Росс выкатился из-за трупа лошади, за которым прятался, и пополз по грязи туда, где перестраивались остатки 7-го и 22-го полков. В его ребрах пульсировала сильная боль, вдавленная пластина брони впивалась в тело, но он продолжал ползти. Уланы и солдаты легкой кавалерии были дисциплинированы, и они постоянно двигались, отстреливаясь и меняя позиции, прежде чем противник успел точно прицелиться. Дисциплинированный огонь и маневр – единственное, почему они еще не все были убиты.

И еще из-за дождя. Ливень продолжал обрушиваться с неба серыми колоннами, так что Росс едва мог видеть что-то на расстоянии двадцати метров.
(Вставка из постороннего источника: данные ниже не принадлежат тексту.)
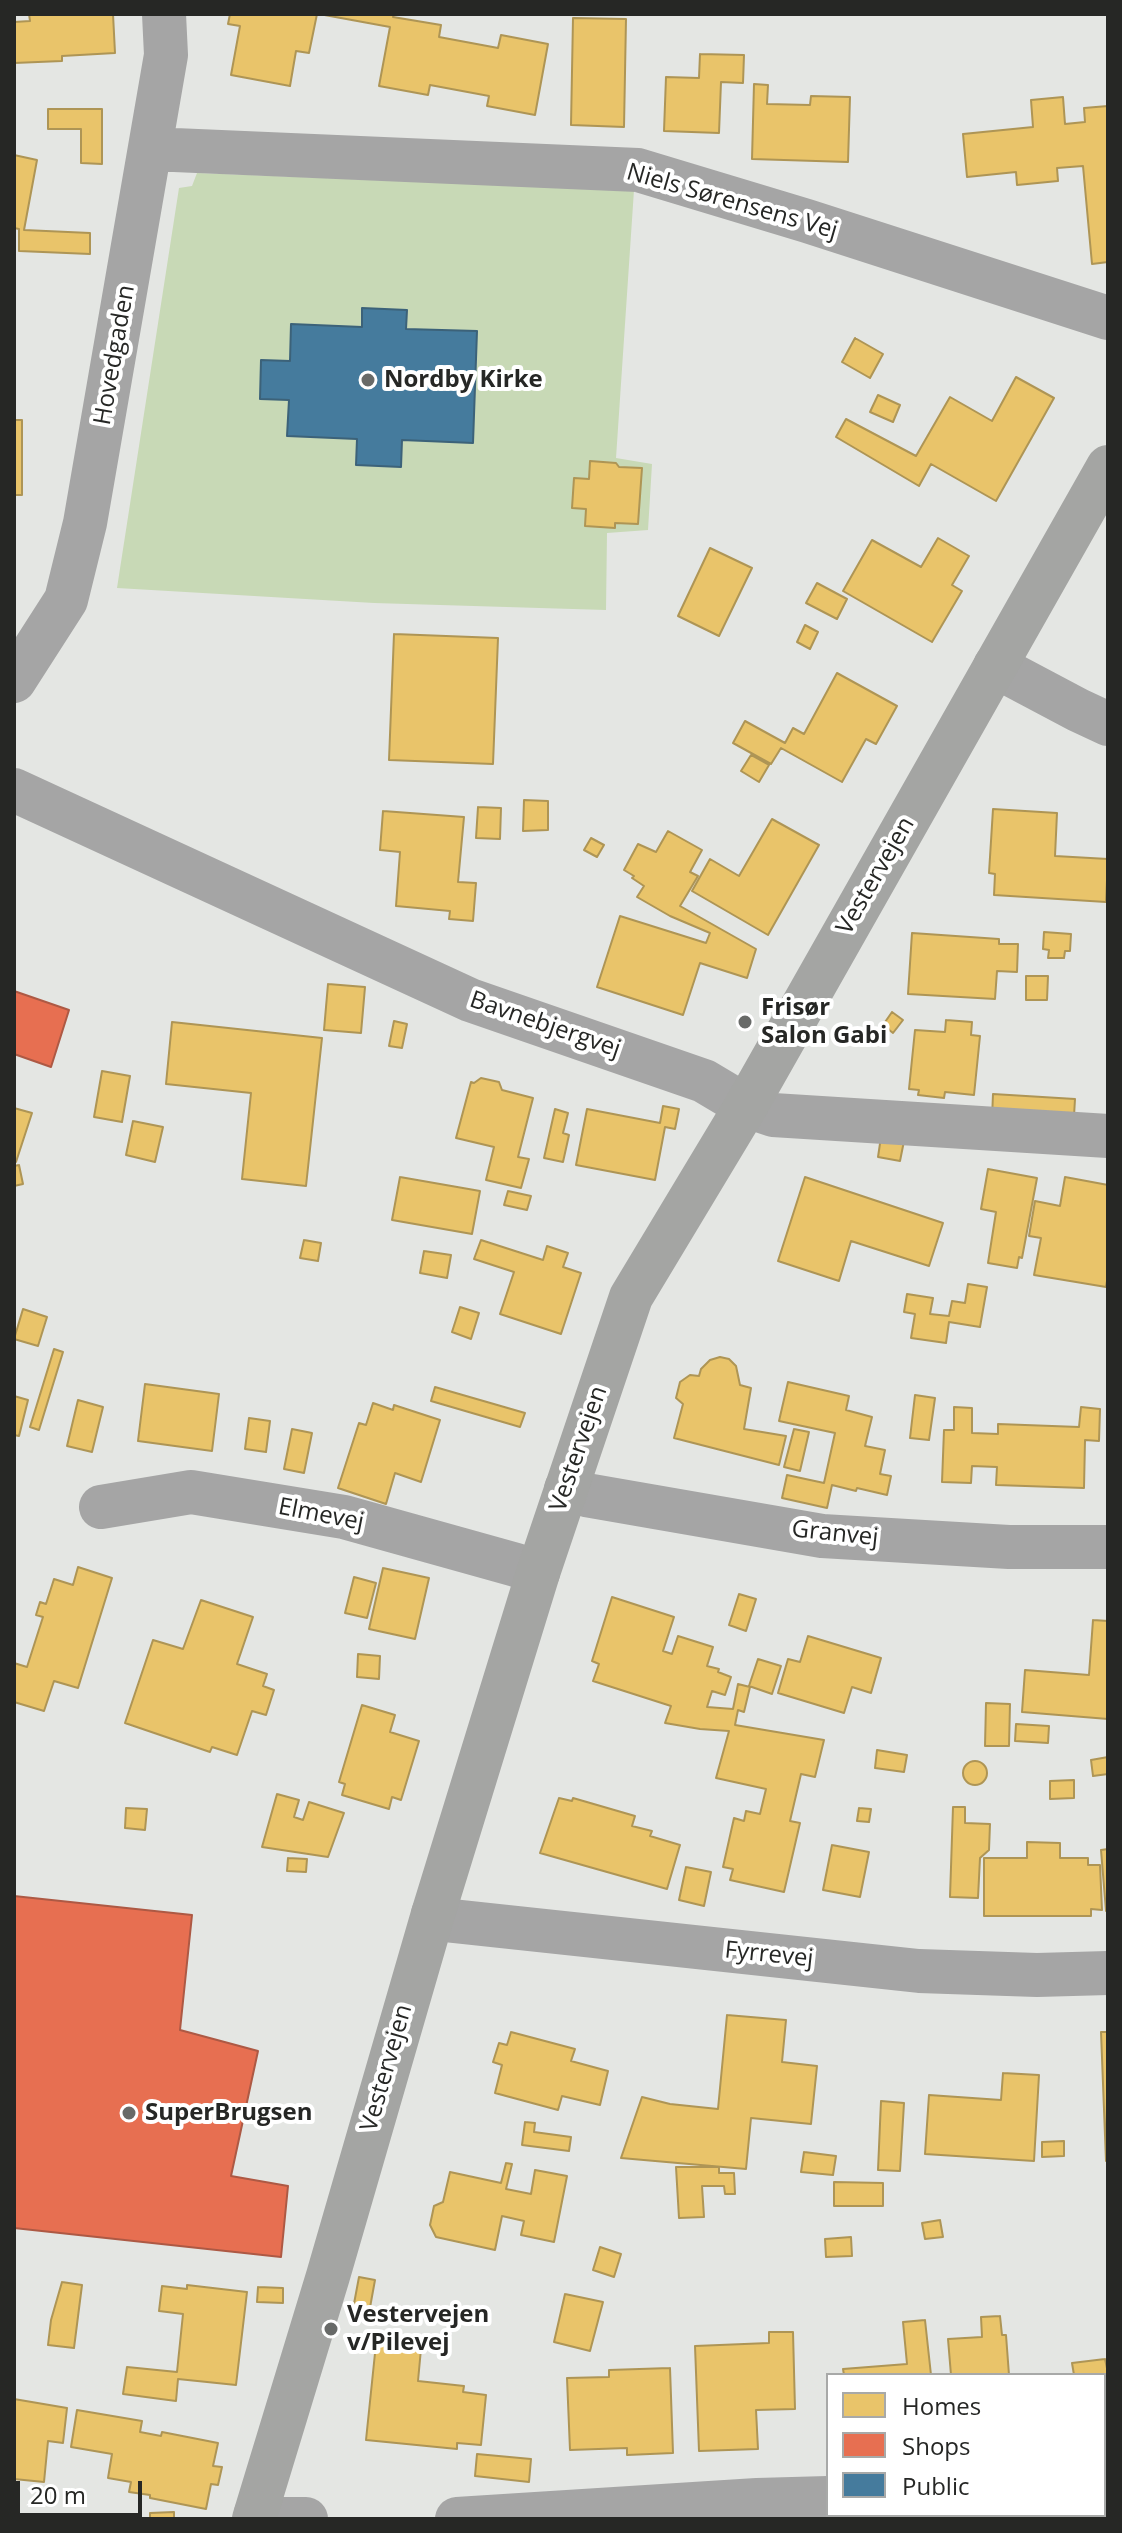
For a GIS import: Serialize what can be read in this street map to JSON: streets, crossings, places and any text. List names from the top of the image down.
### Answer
{
  "streets": {
    "street": [
      "Niels Sørensens Vej",
      "Hovedgaden",
      "Vestervejen",
      "Bavnebjergvej",
      "Elmevej",
      "Granvej",
      "Fyrrevej"
    ]
  },
  "crossings": [
    ["Niels Sørensens Vej", "Hovedgaden"],
    ["Vestervejen", "Bavnebjergvej"],
    ["Vestervejen", "Elmevej"],
    ["Vestervejen", "Granvej"],
    ["Vestervejen", "Fyrrevej"]
  ],
  "places": [
    "Nordby Kirke",
    "Frisør Salon Gabi",
    "SuperBrugsen",
    "Vestervejen v/Pilevej"
  ],
  "legend": ["Homes", "Shops", "Public"],
  "scale_bar": "20 m"
}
Если дождь прекратится – им всем конец.

Майор Арвуст упал в скользкую грязь рядом с Россом. Его кепи куда-то пропало, и лицо было вымазано грязью.

– Инквизитор! Мы должны отступать! Дальнейшие потери неприемлемы, – закричал он.

Словно подтверждая его мнение, мощный лазерный луч, скорее всего, из лазерной пушки, опалил землю в десяти шагах от них. Вспышка энергии оставила после себя вакуум, заполнившийся воздухом с громовым треском.

Росс колебался. Отступить сейчас означало отдать врагу позиции, с таким трудом захваченные ими в предгорьях. Хотя кантиканцы оставили за собой след из горящей вражеской бронетехники, противник вернет высоты, и они окажутся в том же положении, что и до того. Их тактическая победа станет лишь жестом отчаяния.

– Тогда отступаем, пока еще можем, – сказал Росс. Он хотел бы верить, что его раны не оказали влияния на его решения, но он и сам не был уверен.

– По моему сигналу. Двигаемся к востоку и обходим траншеи Броненосцев, на случай, если они перегруппировались и готовы отрезать нас.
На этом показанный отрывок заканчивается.